In an order handed down April 10, the high court directed the administration “to ‘facilitate’ Abrego Garcia’s release from custody in El Salvador and to ensure that his case is handled as it would have been had he not been improperly sent to El Salvador” — though the deadline was no longer in effect.
The Supreme Court also ruled that the lower courts must show “deference owed to the Executive Branch in the conduct of foreign affairs.”
White House deputy chief of staff for policy Stephen Miller chided Monday that it was “very arrogant even for American media to suggest that [Trump] would even tell El Salvador how to handle their own citizens.”
Trump himself indicated he would be interested in expanding the deportation efforts with El Salvador, but did not publicly address the Abrego Garcia case.

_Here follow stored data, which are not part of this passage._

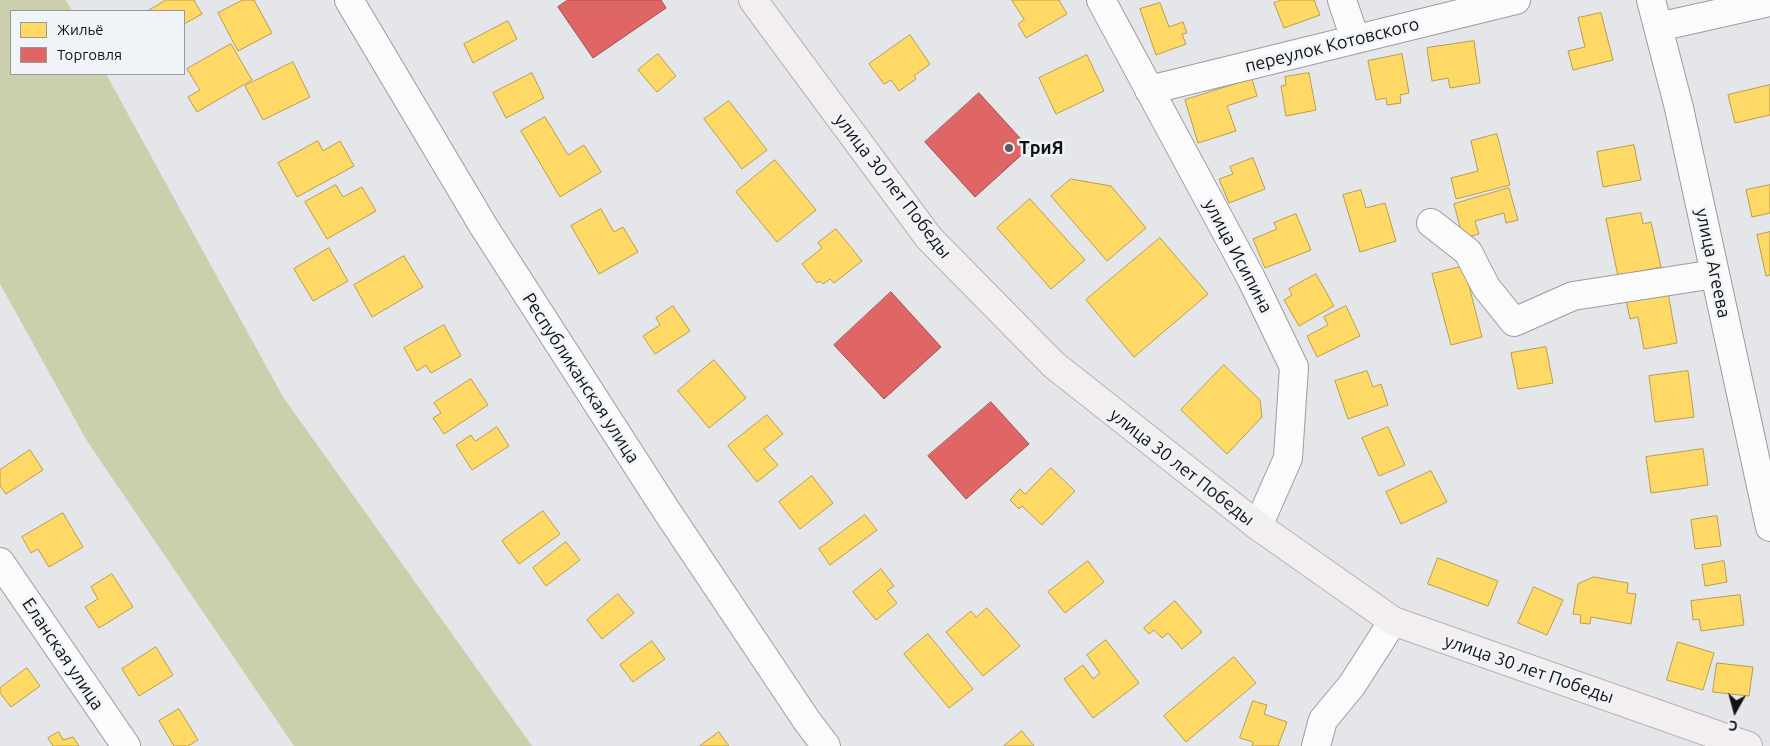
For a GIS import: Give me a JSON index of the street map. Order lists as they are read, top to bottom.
{
  "streets": {
    "main road": ["улица 30 лет Победы"],
    "street": [
      "переулок Котовского",
      "улица Исипина",
      "улица Агеева",
      "Республиканская улица",
      "Еланская улица"
    ]
  },
  "crossings": [
    ["переулок Котовского", "улица Исипина"],
    ["улица 30 лет Победы", "улица Исипина"]
  ],
  "places": ["ТриЯ"],
  "legend": ["Жильё", "Торговля"],
  "north": "bottom"
}
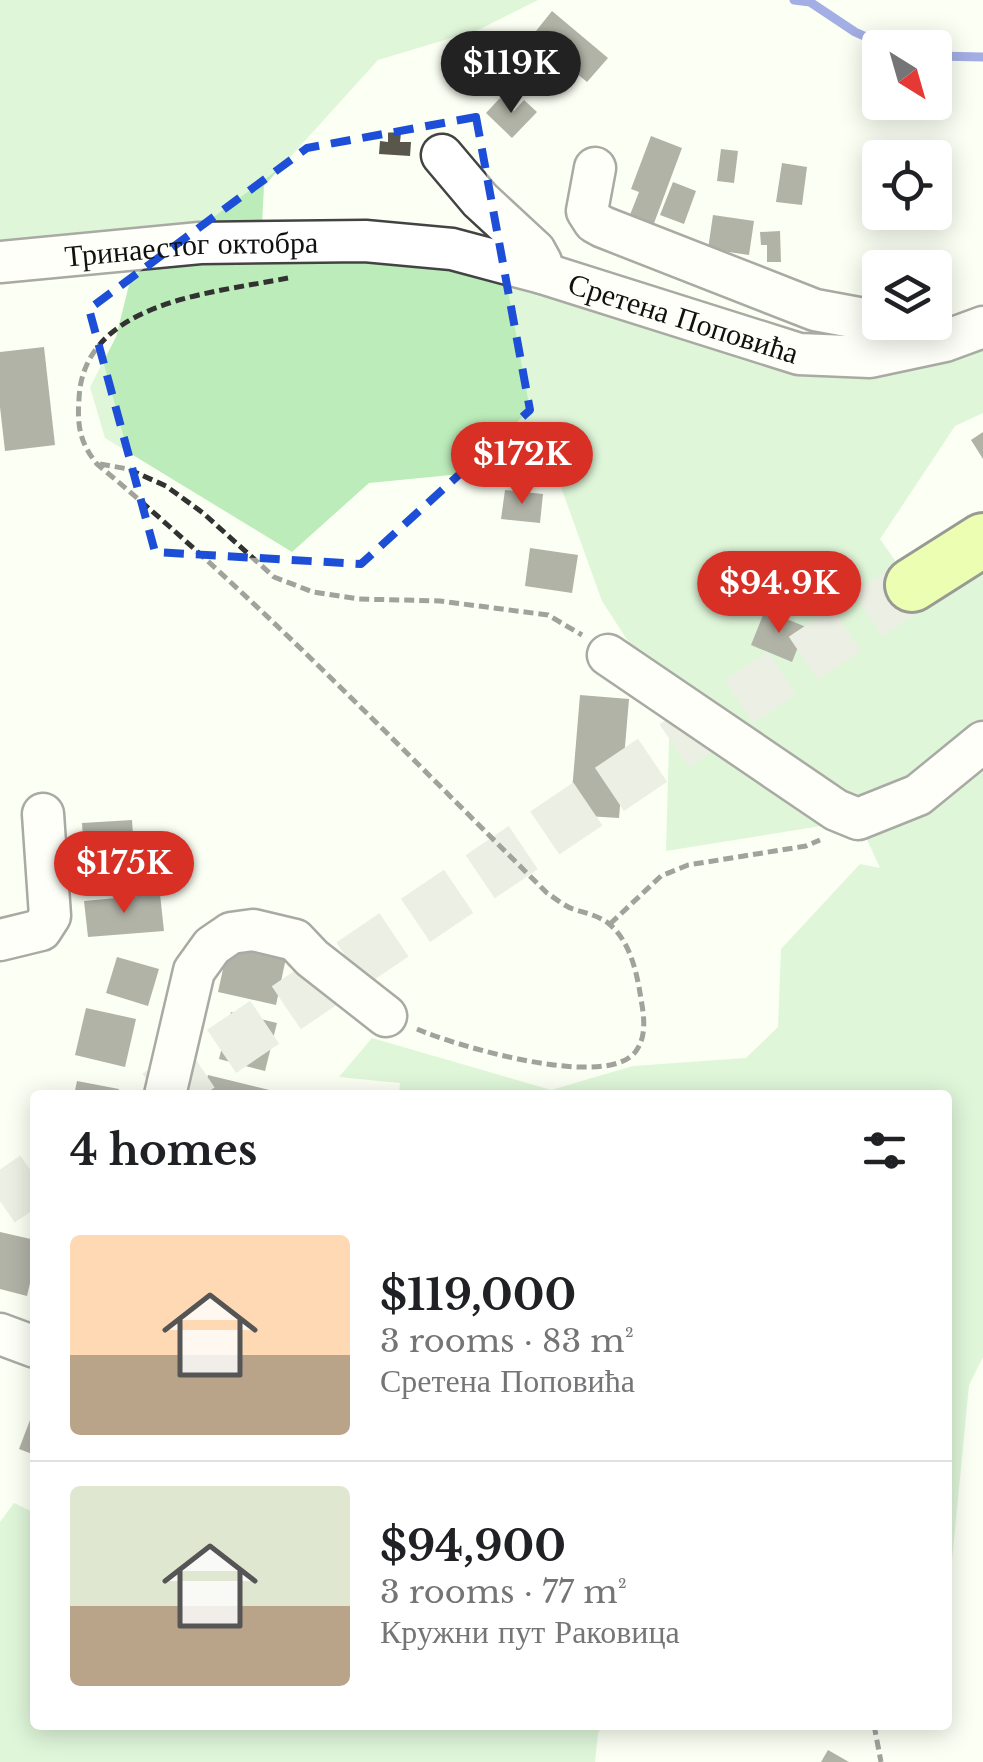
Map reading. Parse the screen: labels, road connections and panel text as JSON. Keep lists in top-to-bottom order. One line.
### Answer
{"streets":{"street":["Тринаестог октобра","Сретена Поповића"]},"crossings":[["Тринаестог октобра","Сретена Поповића"]],"north":"bottom right","page":{"price":["$119K","$172K","$94.9K","$175K"],"heading":"4 homes","list":[{"name":"$119,000","note":"3 rooms · 83 m² · Сретена Поповића"},{"name":"$94,900","note":"3 rooms · 77 m² · Кружни пут Раковица"}]}}
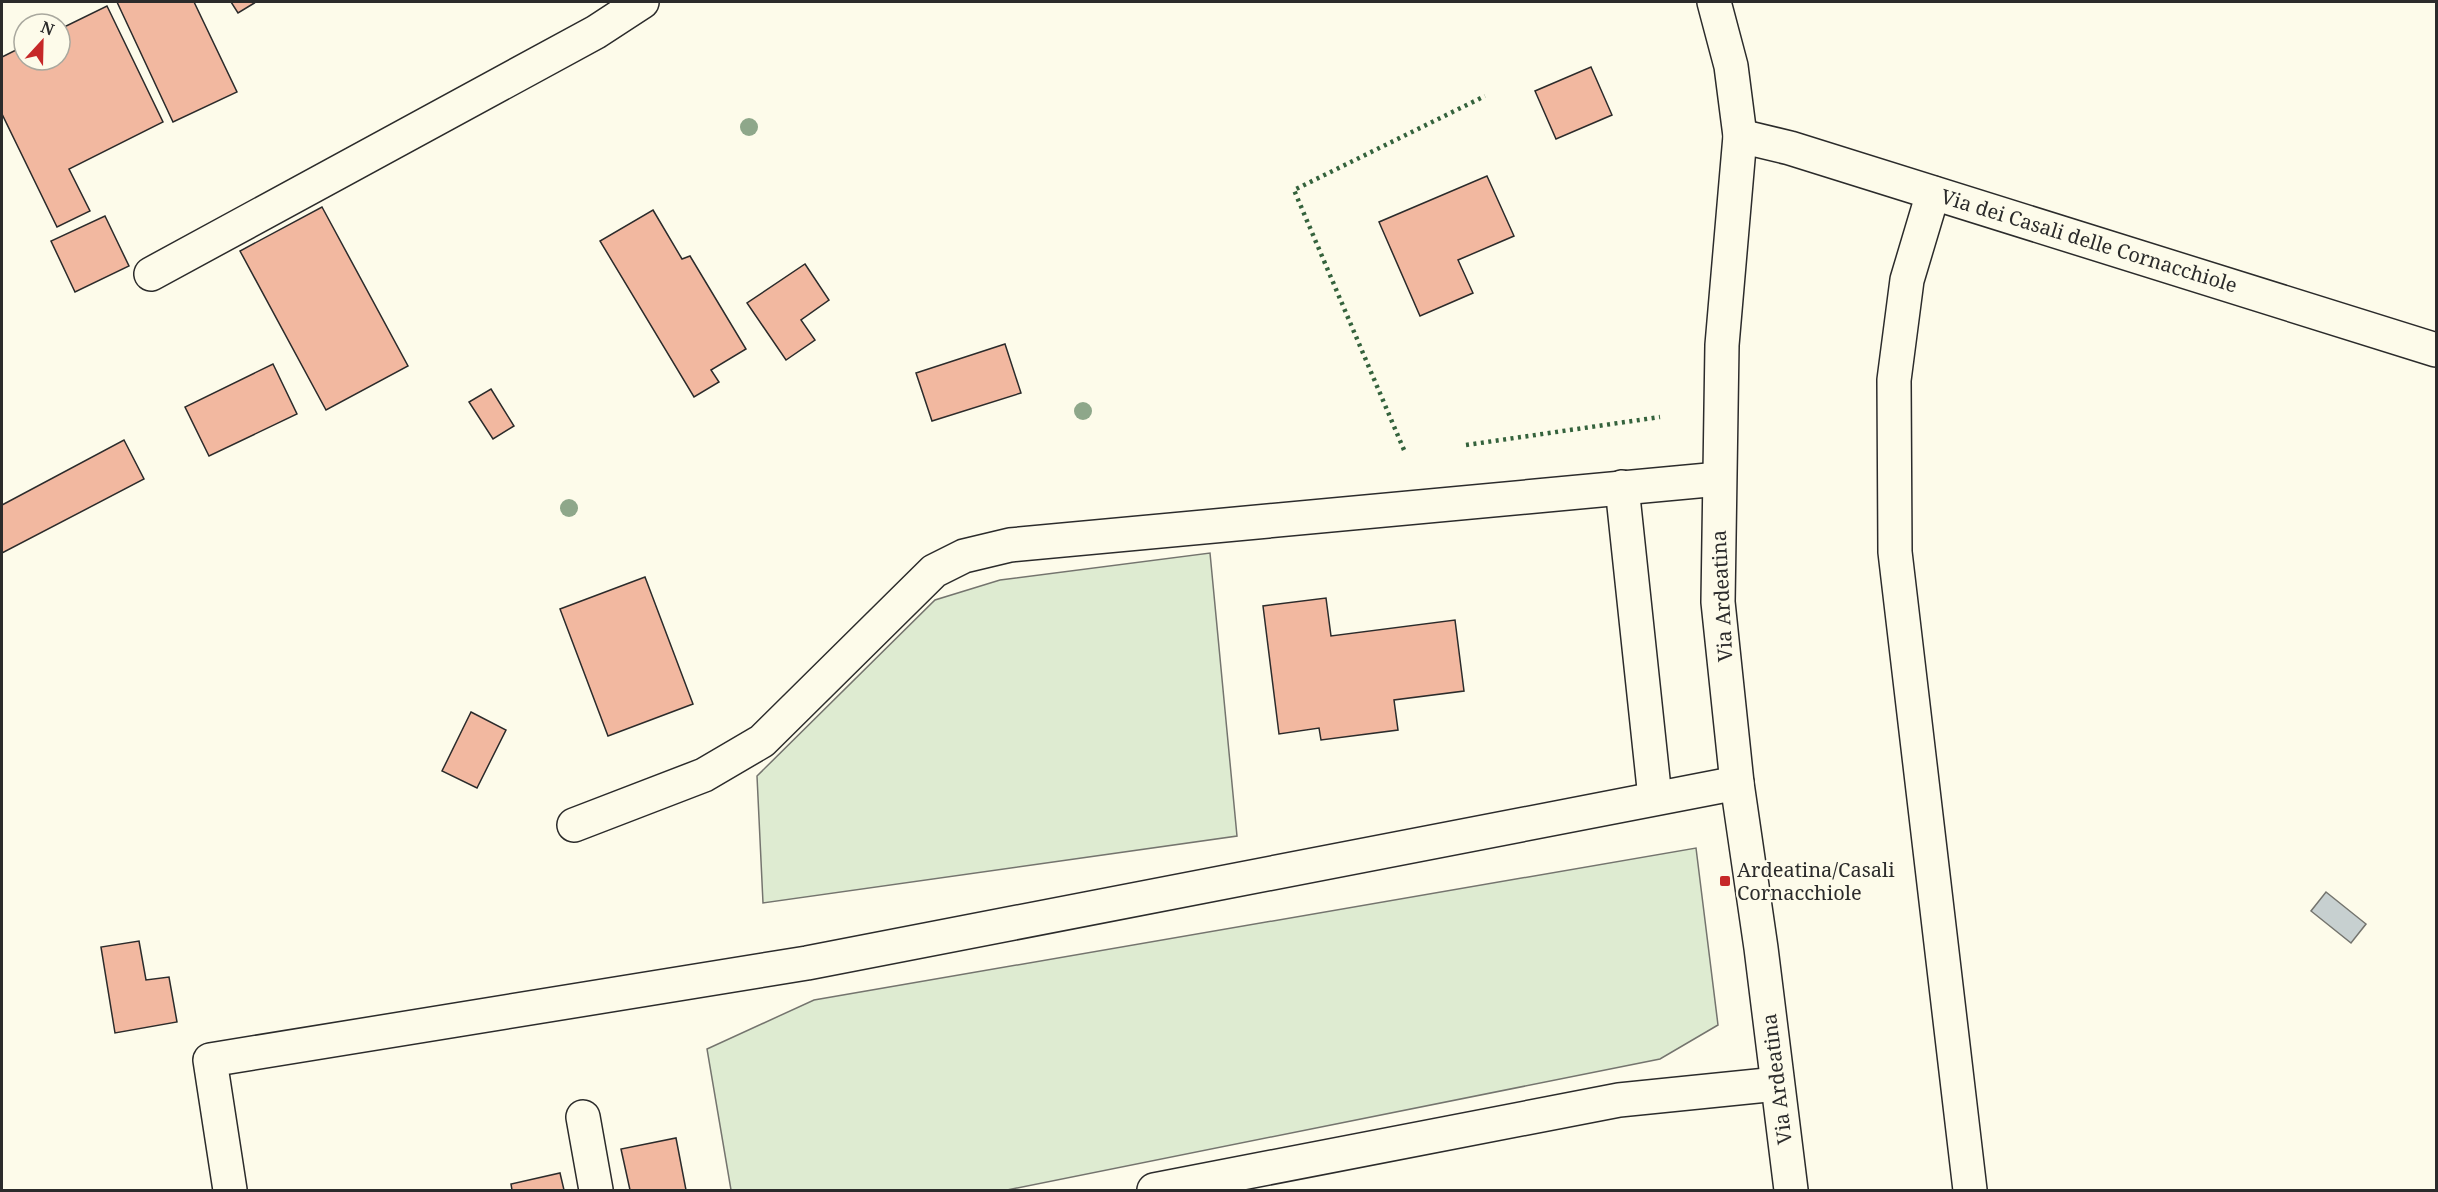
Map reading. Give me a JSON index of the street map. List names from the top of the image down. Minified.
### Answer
{"streets":{"main road":["Via dei Casali delle Cornacchiole","Via Ardeatina"]},"crossings":[["Via dei Casali delle Cornacchiole","Via Ardeatina"]],"places":{"transit":["Ardeatina/Casali Cornacchiole"]},"north":"top"}
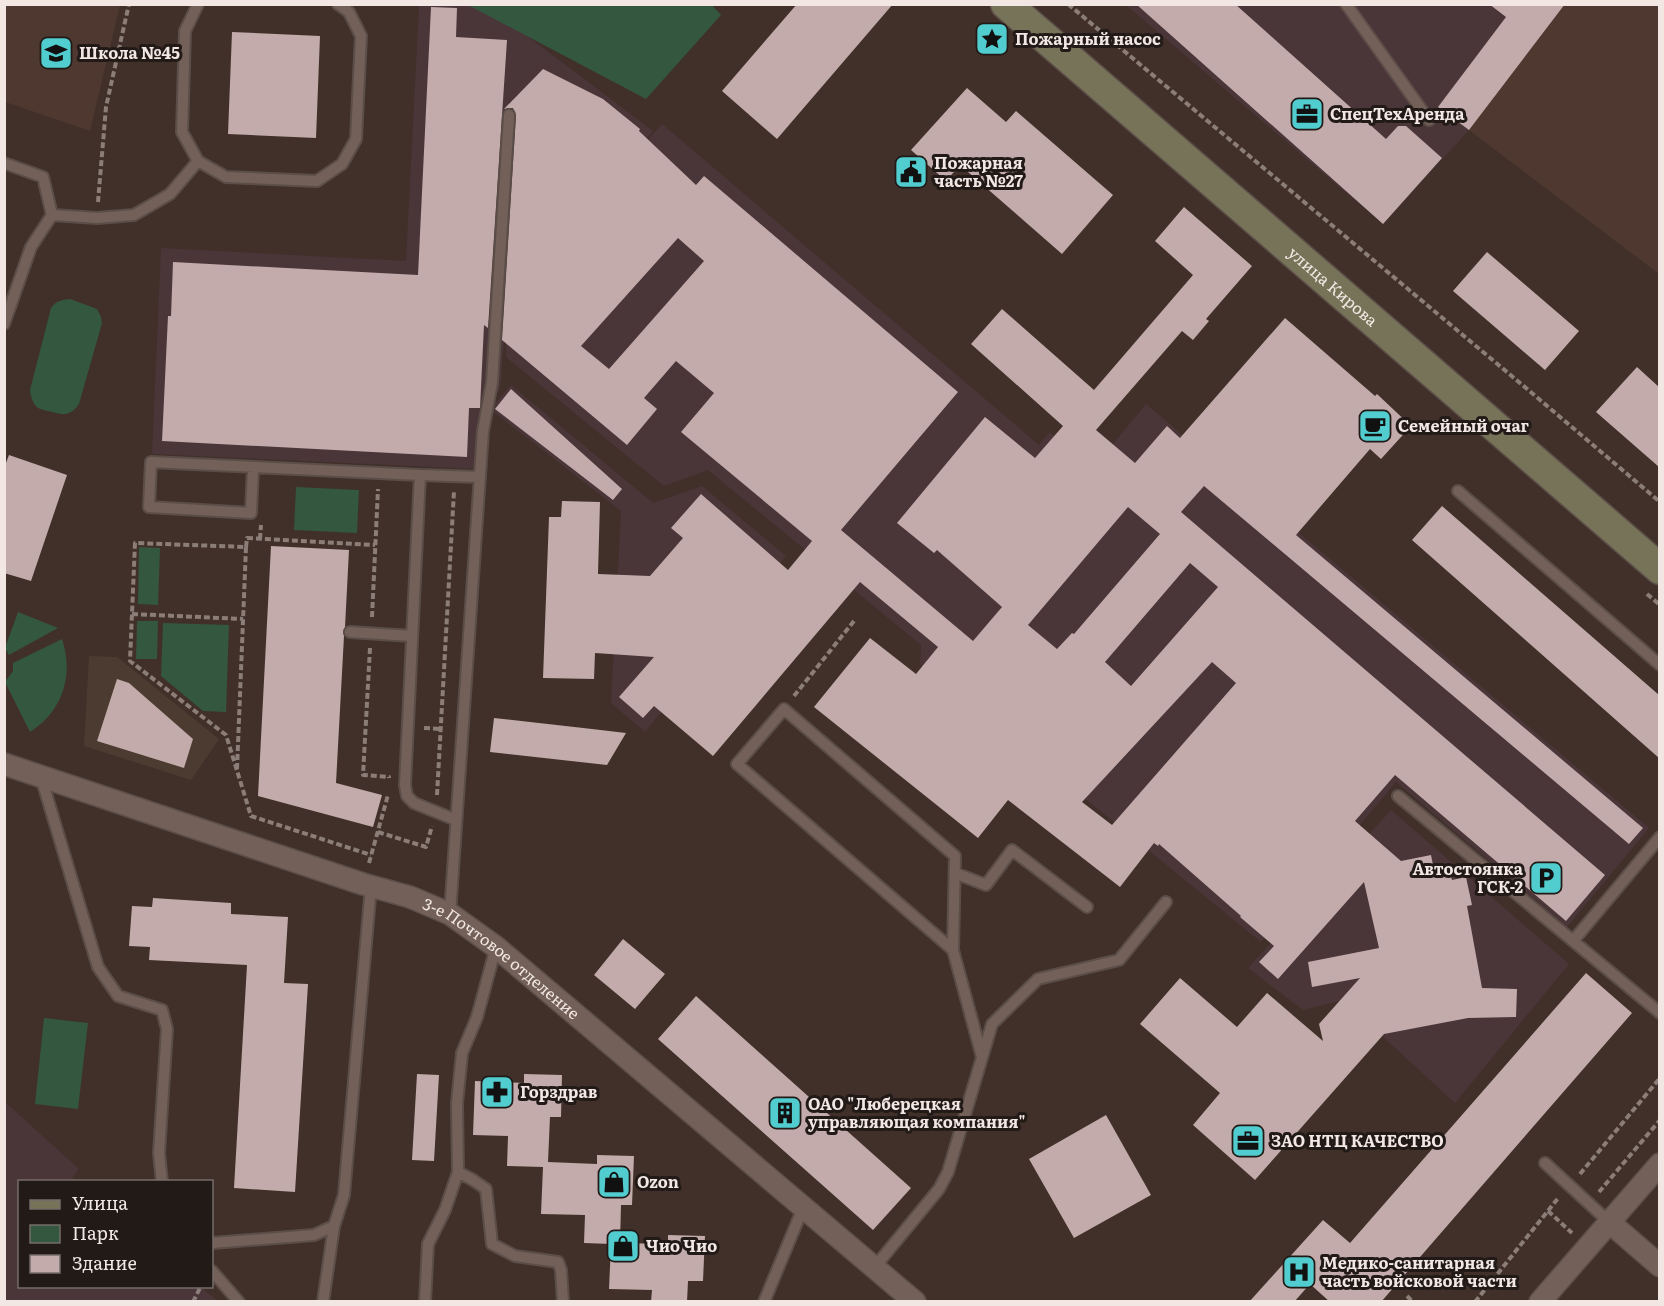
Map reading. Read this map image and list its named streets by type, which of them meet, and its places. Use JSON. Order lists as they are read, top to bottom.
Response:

“That’s where you deport people — back to their country of origin,” he argued.
A 2019 order from an immigration judge restricted the government from deporting Abrego Garcia to El Salvador due to concerns that he could face persecution from groups like the Barrio 18 gang.
In an initial March 31 filing, the Trump administration stated that Abrego Garcia’s removal was due to an “administrative error” and a “clerical error,” since the 2019 order was still in effect.
Miller denied that claim Monday, stating that the error rested with the Justice Department lawyer who submitted the filing and was later removed from the case by Bondi.
Miller denied that claim Monday and chalked it up to a mistake by a Justice Department lawyer that was initially on the case but later removed by Bondi.
“That’s a big fact that all of you, most of you, have gotten wrong,” Miller told reporters ahead of Bukele’s meeting with Trump. “No one was mistakenly sent anywhere.”
“The only mistake that was made is a [Justice Department] lawyer put an incorrect line in a legal filing [and has] since been relieved,” he said. “[Abrego Garcia] is an illegal alien. He was deported to El Salvador.”
In a Sunday filing, the administration argued that the Supreme Court’s ruling does not mean that the US is obligated to press El Salvador for Abrego Garcia’s release.
“Taking ‘all available steps to facilitate’ the return of Abrego Garcia is thus best read as taking all available steps to remove any domestic obstacles that would otherwise impede the alien’s ability to return here,” DOJ lawyers wrote in a court filing Sunday.
“Indeed, no other reading of ‘facilitate’ is tenable — or constitutional — here.”
Bukele became the first Latin American leader Monday to score a White House visit with Trump during his second term.